A little later, the friends we'd arrived with had gone over to their friend, ticket booth girl, and she had exclaimed to them how impressed she was that Vicky knew one of her heroes.

She also called a friend and said, "I just saw Vicky with Erwin Uhrmann! Did she break up with the English guy?!"

Of course we Googled this chap when we got home and bizarrely it turns out he was born in the same year as me, and also sports a scruffy beard and generic man hair. We also wear the same glasses.

I should apologise now. Erwin, if you're reading this for some reason, I probably didn't do you any favours in the personality department but thanks for lending me your identity - you have at least one avid fan out there. Next time I pretend to be you I assure you I'll be more charming. And I'll fasten my pants.

Tuesday 22 March 2011

On the most uncomfortable hour of my life

I'm writing this up a couple of years after the event, having happened across an outline of the event in an old email to a friend. I figured it deserved a place here.

Some background info - for the latter half of 2007 I spent six months or so in excruciating pain - I had a slipped disc in my lower back, and due it not being diagnosed early enough it was eventually accompanied by a twisted nerve, leaving me with the physical dexterity of a 90-year-old, and a whiny one at that, until February the following year when they operated on me and fixed me.

During these months I tried a multitude of useless painkillers, as well as a brief course of physiotherapy, provided by the NHS. This is the tale of my first physio experience...

It was a hot and humid August morning and a rare one in that I'd woken with the pain at a barely noticeable level - typical that this should happen on a day when I was due at hospital rather than one I could take advantage of by going for a jog or something (I have never been for a jog in my life, but that's beside the point). It was as if my pain was a sentient being that fucking hated me.

I figured I'd look like a chump if I went for physiotherapy and didn't actually have any pain for them to work on, so I decided to walk to the place, hoping I'd get a twinge at least. But in true Bramish fashion I took it a bit too easy, and got a bit lost to boot, and thus had to rush to make my appointment.

I eventually got to the hospital and announced my arrival to the receptionist, and then had to sit in an unfeasibly hot waiting room. I'm pretty sure one of the other patients was a tropical lizard of some description, although it may just have been an scaly old lady.
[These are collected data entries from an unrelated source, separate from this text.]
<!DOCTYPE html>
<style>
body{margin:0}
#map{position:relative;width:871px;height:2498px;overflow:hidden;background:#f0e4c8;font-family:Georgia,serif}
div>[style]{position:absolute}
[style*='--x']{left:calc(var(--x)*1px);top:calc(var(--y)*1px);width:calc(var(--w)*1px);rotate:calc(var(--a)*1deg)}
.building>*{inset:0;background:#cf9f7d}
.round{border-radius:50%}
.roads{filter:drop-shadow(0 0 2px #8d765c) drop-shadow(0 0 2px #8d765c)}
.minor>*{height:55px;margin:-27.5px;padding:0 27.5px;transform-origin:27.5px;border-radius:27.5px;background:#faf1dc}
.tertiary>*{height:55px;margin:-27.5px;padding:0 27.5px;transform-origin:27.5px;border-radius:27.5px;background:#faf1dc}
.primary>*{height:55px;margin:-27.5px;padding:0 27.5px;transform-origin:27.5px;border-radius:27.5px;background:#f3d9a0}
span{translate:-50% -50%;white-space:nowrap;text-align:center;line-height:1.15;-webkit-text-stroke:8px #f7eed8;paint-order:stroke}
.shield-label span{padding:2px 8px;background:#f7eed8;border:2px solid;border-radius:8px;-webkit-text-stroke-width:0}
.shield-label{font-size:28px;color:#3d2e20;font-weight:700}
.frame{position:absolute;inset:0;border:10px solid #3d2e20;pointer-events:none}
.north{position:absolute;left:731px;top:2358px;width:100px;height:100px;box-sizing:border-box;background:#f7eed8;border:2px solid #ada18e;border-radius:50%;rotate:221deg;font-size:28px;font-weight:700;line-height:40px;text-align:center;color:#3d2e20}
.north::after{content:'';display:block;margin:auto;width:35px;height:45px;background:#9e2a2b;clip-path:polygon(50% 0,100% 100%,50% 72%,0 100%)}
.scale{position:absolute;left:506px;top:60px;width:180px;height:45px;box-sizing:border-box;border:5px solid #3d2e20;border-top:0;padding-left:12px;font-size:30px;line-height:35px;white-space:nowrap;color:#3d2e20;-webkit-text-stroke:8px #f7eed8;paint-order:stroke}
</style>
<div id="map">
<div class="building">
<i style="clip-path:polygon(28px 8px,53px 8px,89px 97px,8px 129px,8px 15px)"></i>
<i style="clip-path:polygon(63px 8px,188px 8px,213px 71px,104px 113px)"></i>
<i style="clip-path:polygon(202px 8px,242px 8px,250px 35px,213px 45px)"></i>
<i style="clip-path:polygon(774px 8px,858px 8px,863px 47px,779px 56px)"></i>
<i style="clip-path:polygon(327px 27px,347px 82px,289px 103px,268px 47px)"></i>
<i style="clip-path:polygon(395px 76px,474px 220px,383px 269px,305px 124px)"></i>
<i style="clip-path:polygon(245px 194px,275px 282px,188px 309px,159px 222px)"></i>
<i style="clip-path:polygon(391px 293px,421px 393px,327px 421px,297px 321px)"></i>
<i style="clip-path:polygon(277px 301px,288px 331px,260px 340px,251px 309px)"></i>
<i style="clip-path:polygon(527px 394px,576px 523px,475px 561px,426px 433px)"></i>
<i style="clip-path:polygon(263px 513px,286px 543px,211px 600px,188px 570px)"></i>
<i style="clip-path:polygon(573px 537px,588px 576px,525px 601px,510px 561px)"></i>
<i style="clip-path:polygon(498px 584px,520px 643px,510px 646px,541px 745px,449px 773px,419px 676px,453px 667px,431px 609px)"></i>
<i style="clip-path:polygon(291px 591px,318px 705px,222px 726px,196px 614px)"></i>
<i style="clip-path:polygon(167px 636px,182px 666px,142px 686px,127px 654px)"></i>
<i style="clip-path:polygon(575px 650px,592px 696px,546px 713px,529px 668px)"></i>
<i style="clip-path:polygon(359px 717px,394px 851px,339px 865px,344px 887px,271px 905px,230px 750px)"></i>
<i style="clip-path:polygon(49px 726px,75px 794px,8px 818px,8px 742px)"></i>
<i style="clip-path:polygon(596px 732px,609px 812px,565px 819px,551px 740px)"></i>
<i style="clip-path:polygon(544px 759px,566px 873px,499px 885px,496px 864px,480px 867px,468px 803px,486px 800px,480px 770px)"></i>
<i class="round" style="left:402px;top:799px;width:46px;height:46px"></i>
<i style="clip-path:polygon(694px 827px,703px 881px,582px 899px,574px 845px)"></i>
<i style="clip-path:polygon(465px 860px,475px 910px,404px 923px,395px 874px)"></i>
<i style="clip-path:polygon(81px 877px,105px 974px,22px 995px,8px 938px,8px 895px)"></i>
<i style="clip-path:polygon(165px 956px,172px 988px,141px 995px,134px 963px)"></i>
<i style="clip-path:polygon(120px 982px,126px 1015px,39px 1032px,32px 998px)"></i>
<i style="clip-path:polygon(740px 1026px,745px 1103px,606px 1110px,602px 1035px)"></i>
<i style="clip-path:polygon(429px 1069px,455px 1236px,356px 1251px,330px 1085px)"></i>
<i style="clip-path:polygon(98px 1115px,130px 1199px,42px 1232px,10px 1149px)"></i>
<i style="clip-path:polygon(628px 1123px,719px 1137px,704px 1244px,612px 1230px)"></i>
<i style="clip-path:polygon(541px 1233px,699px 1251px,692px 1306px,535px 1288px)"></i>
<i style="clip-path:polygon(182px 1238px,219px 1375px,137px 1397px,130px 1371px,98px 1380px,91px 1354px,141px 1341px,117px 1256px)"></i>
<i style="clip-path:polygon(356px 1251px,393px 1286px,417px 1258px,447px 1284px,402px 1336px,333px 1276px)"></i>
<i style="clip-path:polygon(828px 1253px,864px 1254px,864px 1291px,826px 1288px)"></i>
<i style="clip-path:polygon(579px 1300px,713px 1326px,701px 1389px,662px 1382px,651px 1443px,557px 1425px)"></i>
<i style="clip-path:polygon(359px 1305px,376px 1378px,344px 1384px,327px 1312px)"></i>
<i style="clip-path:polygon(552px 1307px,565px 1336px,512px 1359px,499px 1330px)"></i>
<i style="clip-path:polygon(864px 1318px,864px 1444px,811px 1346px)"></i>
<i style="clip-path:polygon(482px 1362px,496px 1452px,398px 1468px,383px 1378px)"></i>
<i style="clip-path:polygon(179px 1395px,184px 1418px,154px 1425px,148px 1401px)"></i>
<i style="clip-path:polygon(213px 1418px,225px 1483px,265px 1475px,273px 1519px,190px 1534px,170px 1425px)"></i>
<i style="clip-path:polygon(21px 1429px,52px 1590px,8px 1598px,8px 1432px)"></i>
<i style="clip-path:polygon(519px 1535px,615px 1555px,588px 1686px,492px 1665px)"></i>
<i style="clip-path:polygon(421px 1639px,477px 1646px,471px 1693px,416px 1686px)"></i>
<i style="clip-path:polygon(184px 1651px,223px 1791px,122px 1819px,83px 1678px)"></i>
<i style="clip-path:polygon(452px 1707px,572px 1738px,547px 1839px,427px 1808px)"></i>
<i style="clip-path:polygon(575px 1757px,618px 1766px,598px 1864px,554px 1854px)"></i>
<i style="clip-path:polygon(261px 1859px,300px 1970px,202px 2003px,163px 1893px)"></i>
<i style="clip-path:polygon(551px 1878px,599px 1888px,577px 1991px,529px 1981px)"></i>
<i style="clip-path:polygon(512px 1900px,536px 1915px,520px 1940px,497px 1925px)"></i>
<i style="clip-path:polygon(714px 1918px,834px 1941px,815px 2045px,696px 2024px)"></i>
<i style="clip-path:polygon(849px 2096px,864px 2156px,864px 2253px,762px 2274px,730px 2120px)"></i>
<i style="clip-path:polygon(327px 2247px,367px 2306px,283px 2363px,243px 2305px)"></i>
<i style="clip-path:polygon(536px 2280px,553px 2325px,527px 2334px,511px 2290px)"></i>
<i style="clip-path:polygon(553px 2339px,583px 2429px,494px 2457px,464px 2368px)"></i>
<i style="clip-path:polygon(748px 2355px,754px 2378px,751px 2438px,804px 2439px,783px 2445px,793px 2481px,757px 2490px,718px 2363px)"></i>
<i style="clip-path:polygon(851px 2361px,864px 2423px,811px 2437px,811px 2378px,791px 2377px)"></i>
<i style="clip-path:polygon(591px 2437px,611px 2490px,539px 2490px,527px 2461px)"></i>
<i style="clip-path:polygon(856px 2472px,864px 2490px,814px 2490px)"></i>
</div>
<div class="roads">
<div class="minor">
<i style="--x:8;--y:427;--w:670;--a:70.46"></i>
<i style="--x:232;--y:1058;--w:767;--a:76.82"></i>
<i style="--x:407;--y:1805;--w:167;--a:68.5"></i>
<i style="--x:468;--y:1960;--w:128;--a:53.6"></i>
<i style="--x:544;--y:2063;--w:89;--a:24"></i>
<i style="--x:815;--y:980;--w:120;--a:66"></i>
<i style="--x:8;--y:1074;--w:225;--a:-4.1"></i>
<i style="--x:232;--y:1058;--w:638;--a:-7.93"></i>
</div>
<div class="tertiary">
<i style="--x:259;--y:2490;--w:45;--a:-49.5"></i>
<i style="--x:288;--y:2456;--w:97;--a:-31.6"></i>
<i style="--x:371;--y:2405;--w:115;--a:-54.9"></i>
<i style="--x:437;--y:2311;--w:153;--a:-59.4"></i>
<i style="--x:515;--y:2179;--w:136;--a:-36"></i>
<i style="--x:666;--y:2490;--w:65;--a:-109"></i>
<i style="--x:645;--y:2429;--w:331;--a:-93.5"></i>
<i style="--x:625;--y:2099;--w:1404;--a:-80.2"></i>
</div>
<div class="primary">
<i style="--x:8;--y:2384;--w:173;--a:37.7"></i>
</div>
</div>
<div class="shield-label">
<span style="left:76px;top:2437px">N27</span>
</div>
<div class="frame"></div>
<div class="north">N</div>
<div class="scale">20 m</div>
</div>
Within five minutes, the heat, combined with the effort of rushing to get there, and the fact that I fear waiting rooms in general, had given me a big-time all over body sweat. I had no time at all to acclimatise before I was called in to meet my physio, who transpired to be a ludicrously attractive young student. She ushered me into her torture chamber and began questioning me. I'm sweating like a swine and my general nervousness in hospitals isn't helping. Then she invites me to change into my gym clothes. Gym clothes?! Nobody mentioned this to me! Horror of horrors I'm asked to just undress to my pants like a forgetful schoolboy in PE class and I'm left standing there in all my sweaty, flabby glory in nought but pants and brown socks. BROWN SOCKS!

The next step in my horrific trial was to lie down on one of those tissue covered benches as she prodded and massaged me. As I imagine the horror she must be experiencing with each touch of my slimy body, I sweat more, and pretty soon the tissue is disintegrating in parts. I have to turn over, bits of paper sticking to me, the sweat and embarrassment rising until finally my ordeal is over.

But no, she makes me sit, dripping and semi-naked as she explains the exercises I should then do at home. And to top it off, when dressed I had to sit in the waiting room again to make another appointment. I couldn't even make a quick getaway as the session had brought the pain back to its usual levels, so I had to hobble out pathetically, and I think I may have even shed a single solitary tear, although that may have just been my eyeball perspiring.